| | | SECRET CRUSH
Dès l’instant où Lucjan s’est relevé avec Elena serrée dans ses bras, il a regretté de lui avoir proposé. Dès l’instant où Lucjan s’est relevé avec Elena serrée dans ses bras, il n’a absolument rien regretté.
Les deux sentiments se battent en duel à chaque pas effectué dans le sable et les galets jusqu’à ce qu’il atteigne la mer et que celle-ci les enveloppe tous les deux, un peu trop rapidement pour le bien de celle qui n’a pas son sang Selkie.

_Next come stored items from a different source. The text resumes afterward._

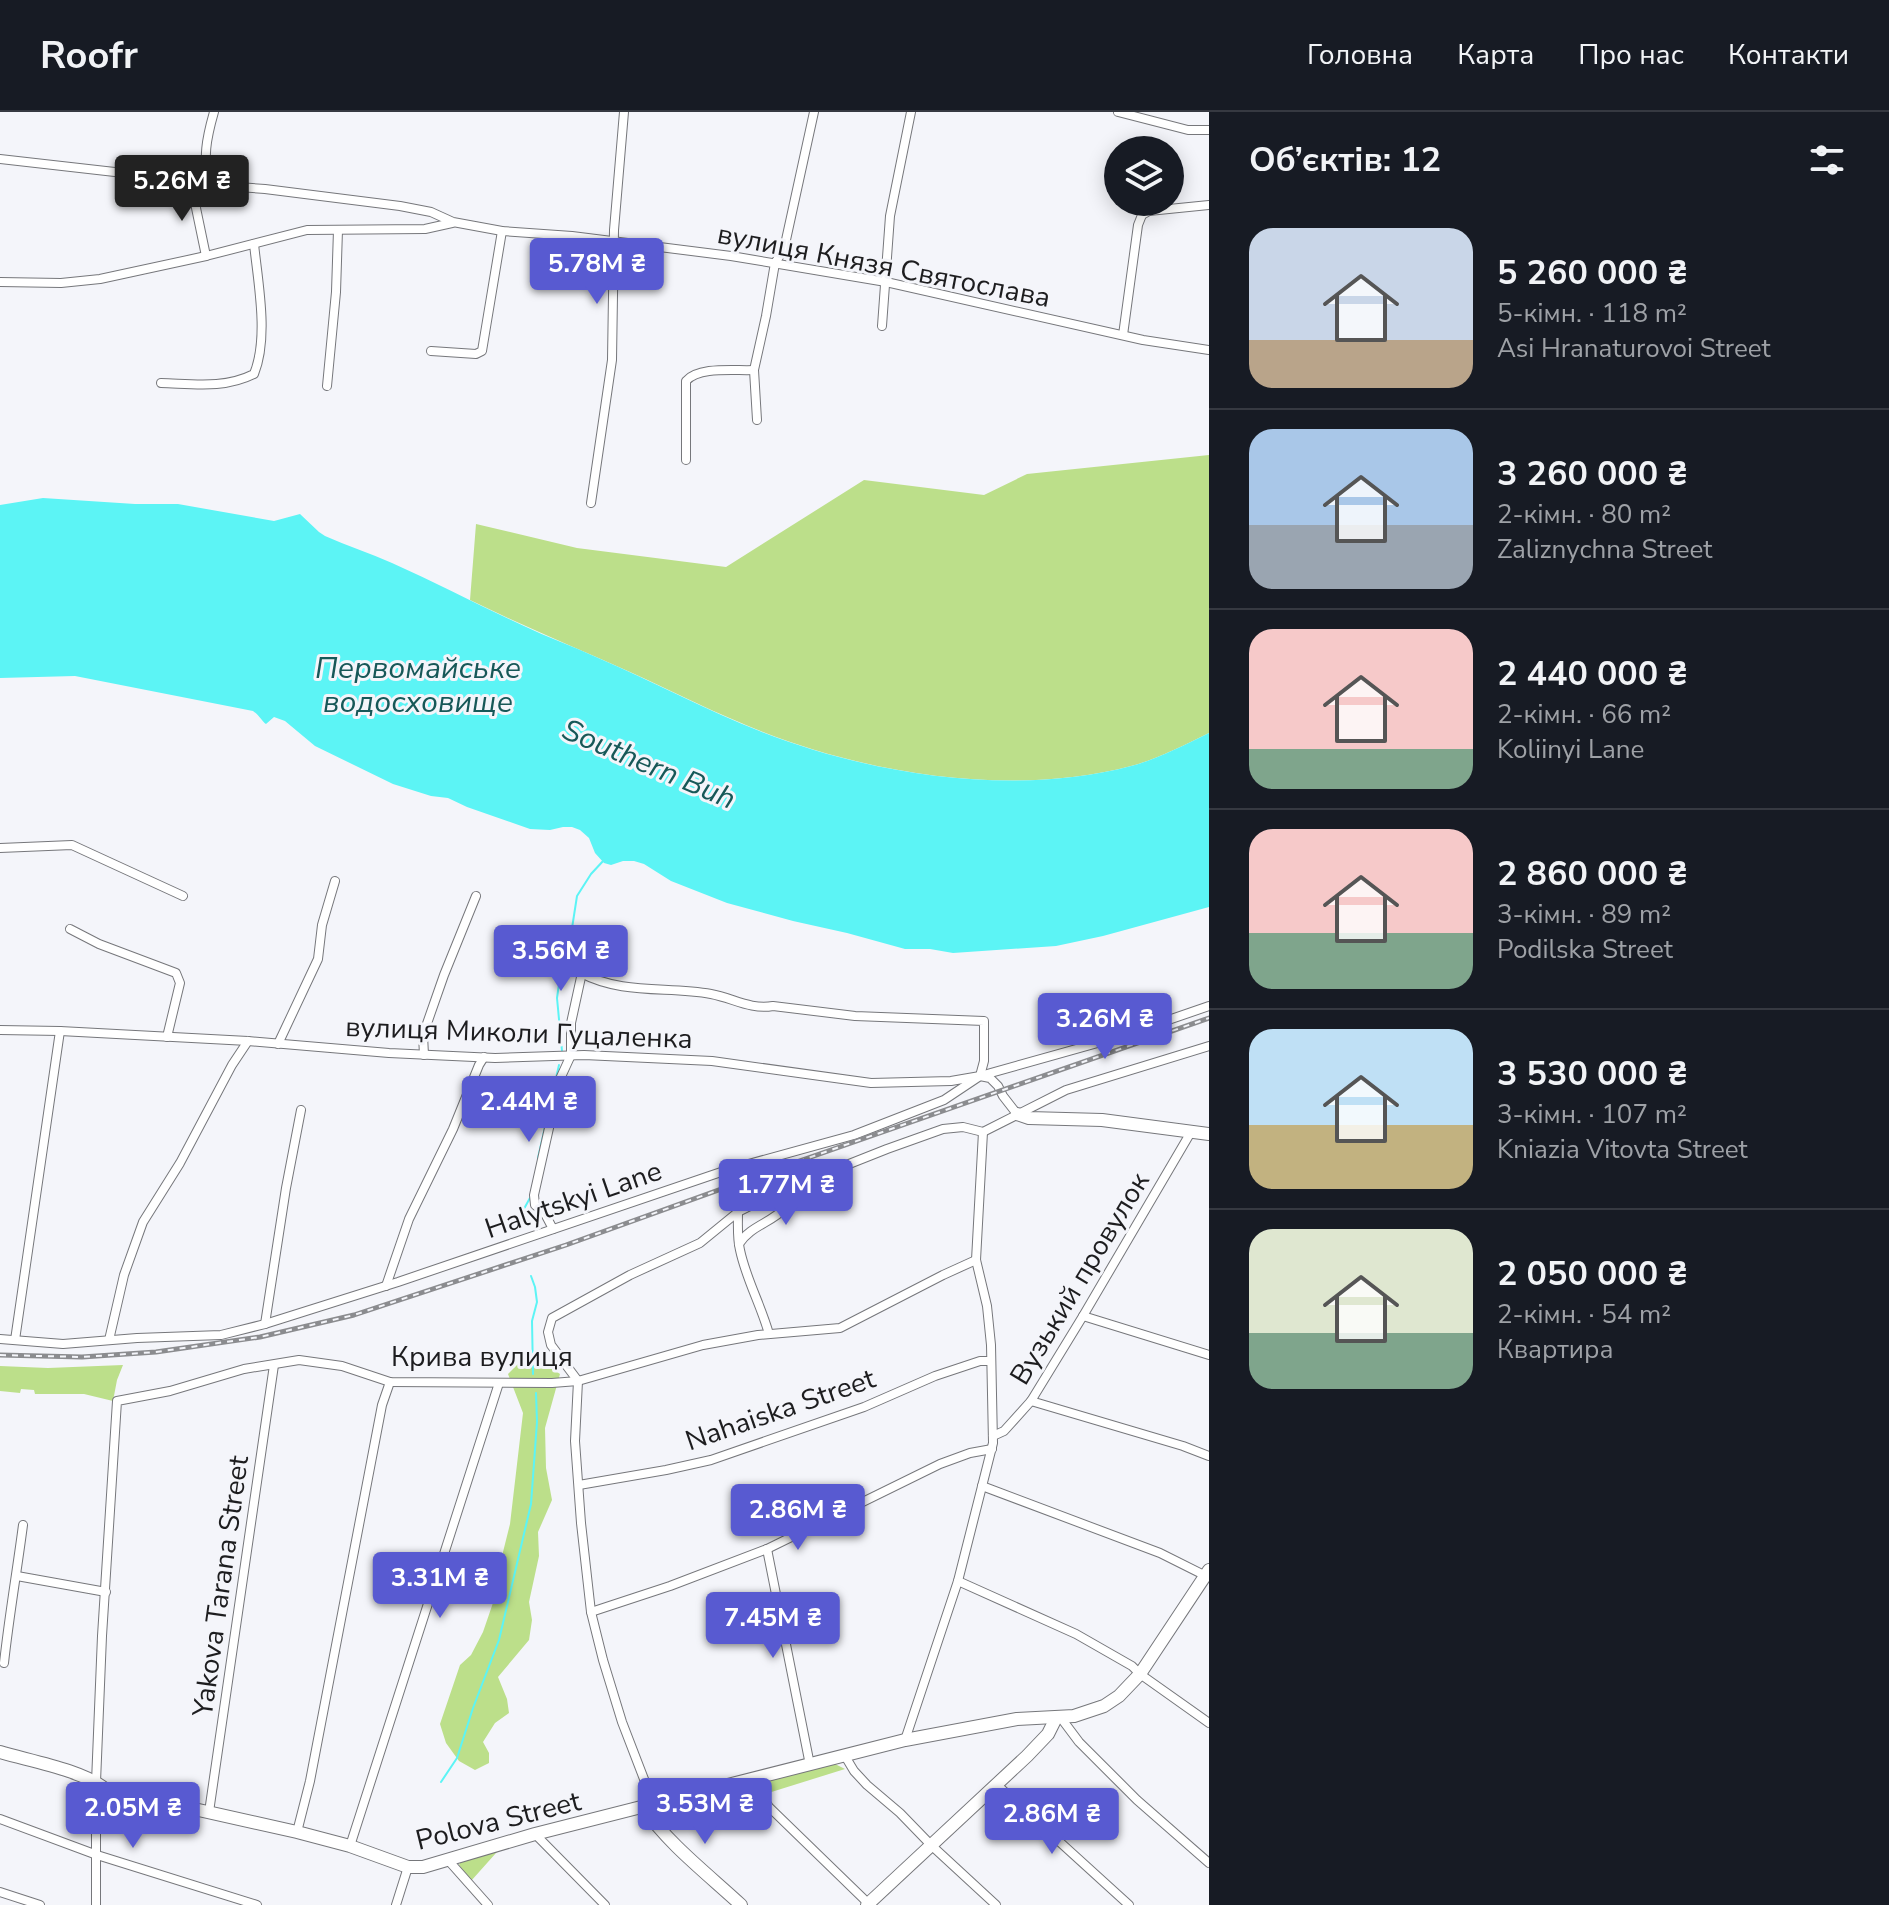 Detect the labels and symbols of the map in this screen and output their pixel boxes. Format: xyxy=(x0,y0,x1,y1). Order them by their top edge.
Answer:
pin: 5.26M ₴ xyxy=(108,155,256,223)
street label: вулиця Князя Святослава xyxy=(714,215,1054,317)
pin: 5.78M ₴ xyxy=(523,238,671,306)
water label: Первомайське водосховище xyxy=(315,648,521,723)
water label: Southern Buh xyxy=(556,709,742,819)
pin: 3.56M ₴ xyxy=(487,925,635,993)
pin: 3.26M ₴ xyxy=(1031,993,1179,1061)
street label: вулиця Миколи Гуцаленка xyxy=(345,1008,693,1058)
pin: 2.44M ₴ xyxy=(455,1076,603,1144)
street label: Halytskyi Lane xyxy=(480,1152,667,1248)
pin: 1.77M ₴ xyxy=(712,1159,860,1227)
street label: Вузький провулок xyxy=(1001,1165,1159,1392)
street label: Крива вулиця xyxy=(391,1338,573,1376)
street label: Nahaiska Street xyxy=(680,1360,881,1460)
street label: Yakova Tarana Street xyxy=(184,1453,258,1720)
pin: 2.86M ₴ xyxy=(724,1484,872,1552)
pin: 3.31M ₴ xyxy=(366,1552,514,1620)
pin: 7.45M ₴ xyxy=(699,1592,847,1660)
pin: 3.53M ₴ xyxy=(631,1778,779,1846)
pin: 2.05M ₴ xyxy=(59,1782,207,1850)
street label: Polova Street xyxy=(412,1782,585,1860)
pin: 2.86M ₴ xyxy=(978,1788,1126,1856) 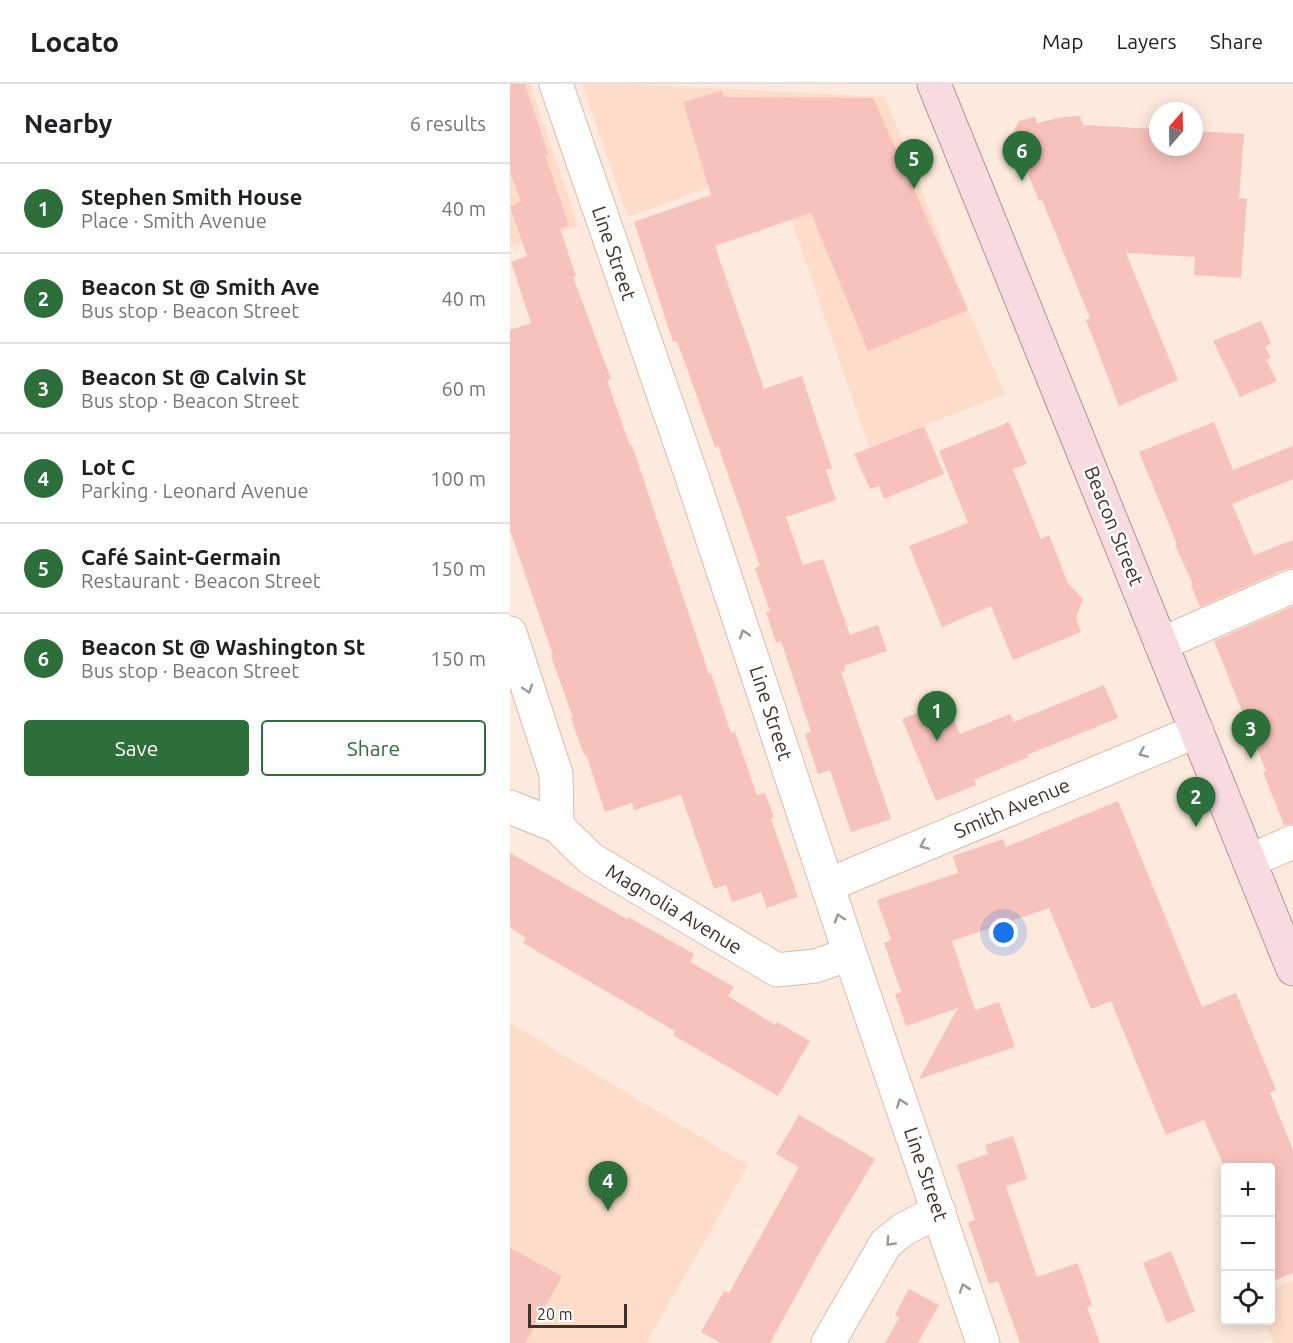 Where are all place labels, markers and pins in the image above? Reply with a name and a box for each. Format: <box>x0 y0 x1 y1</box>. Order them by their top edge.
pin: 6 <box>1002 132 1042 181</box>
pin: 5 <box>894 140 934 189</box>
pin: 1 <box>918 692 956 741</box>
pin: 3 <box>1232 710 1270 759</box>
pin: 2 <box>1176 778 1216 827</box>
pin: 4 <box>588 1162 628 1211</box>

Il devrait être un peu plus attentionné, un peu plus attentif au bien-être de son amie, mais son esprit est un peu trop divisé pour tout à fait s’y attarder. Son regard trop fixé sur l’eau, autant par envie de s’y plonger en entier que parce qu’en fait… Elena est proche, si proche, trop proche, tellement proche, qu’il n’ose plus vraiment la regarder. Lou a le vertige de cette proximité, autant que tout son corps semble en feu, parcouru de fourmillements désagréables partout où sa peau rencontre la sienne. Ce qui, dans cette position, est donc : partout, à peu près, contre son torse et ses bras. Fâcheux, dira-t-on.
Évidemment, impossible de ne pas regarder Elena, alors qu’il s’enfonce jusqu’aux épaules dans l’eau, enfin un peu soucieux de savoir si sa partenaire de baignade nocturne se porte bien (si ce n’est cette affaire d’immersion un peu brusque). Si près de son visage, Lou peut admirer la longueur des cils fournis de la Alvarez, s’émouvoir des dessins qu’ils tracent au haut de ses joues hâlées. Sous ses paumes, sa peau est douce, chaude et souple, et même le froid de l’eau ne réussit pas tout à fait à lui faire oublier ce contact. À ne pas lui faire serrer les mains un peu plus, ses doigts enfoncés dans un flanc tendre, dans une cuisse ferme. Et surtout, surtout… Ses prunelles sont tombées malgré lui sur la courbe pleine de sa bouche, le temps de longues secondes ― jusqu’à ce que la brunette lève les yeux vers lui et qu’il n’ait d’autre choix, cette fois-ci, d’y plonger son regard. De le sentir vissé au sien, perdu dans le brun chaleureux et profond, noir dans la nuit et sous le ciel parcouru d’étoiles, des iris de la résistante.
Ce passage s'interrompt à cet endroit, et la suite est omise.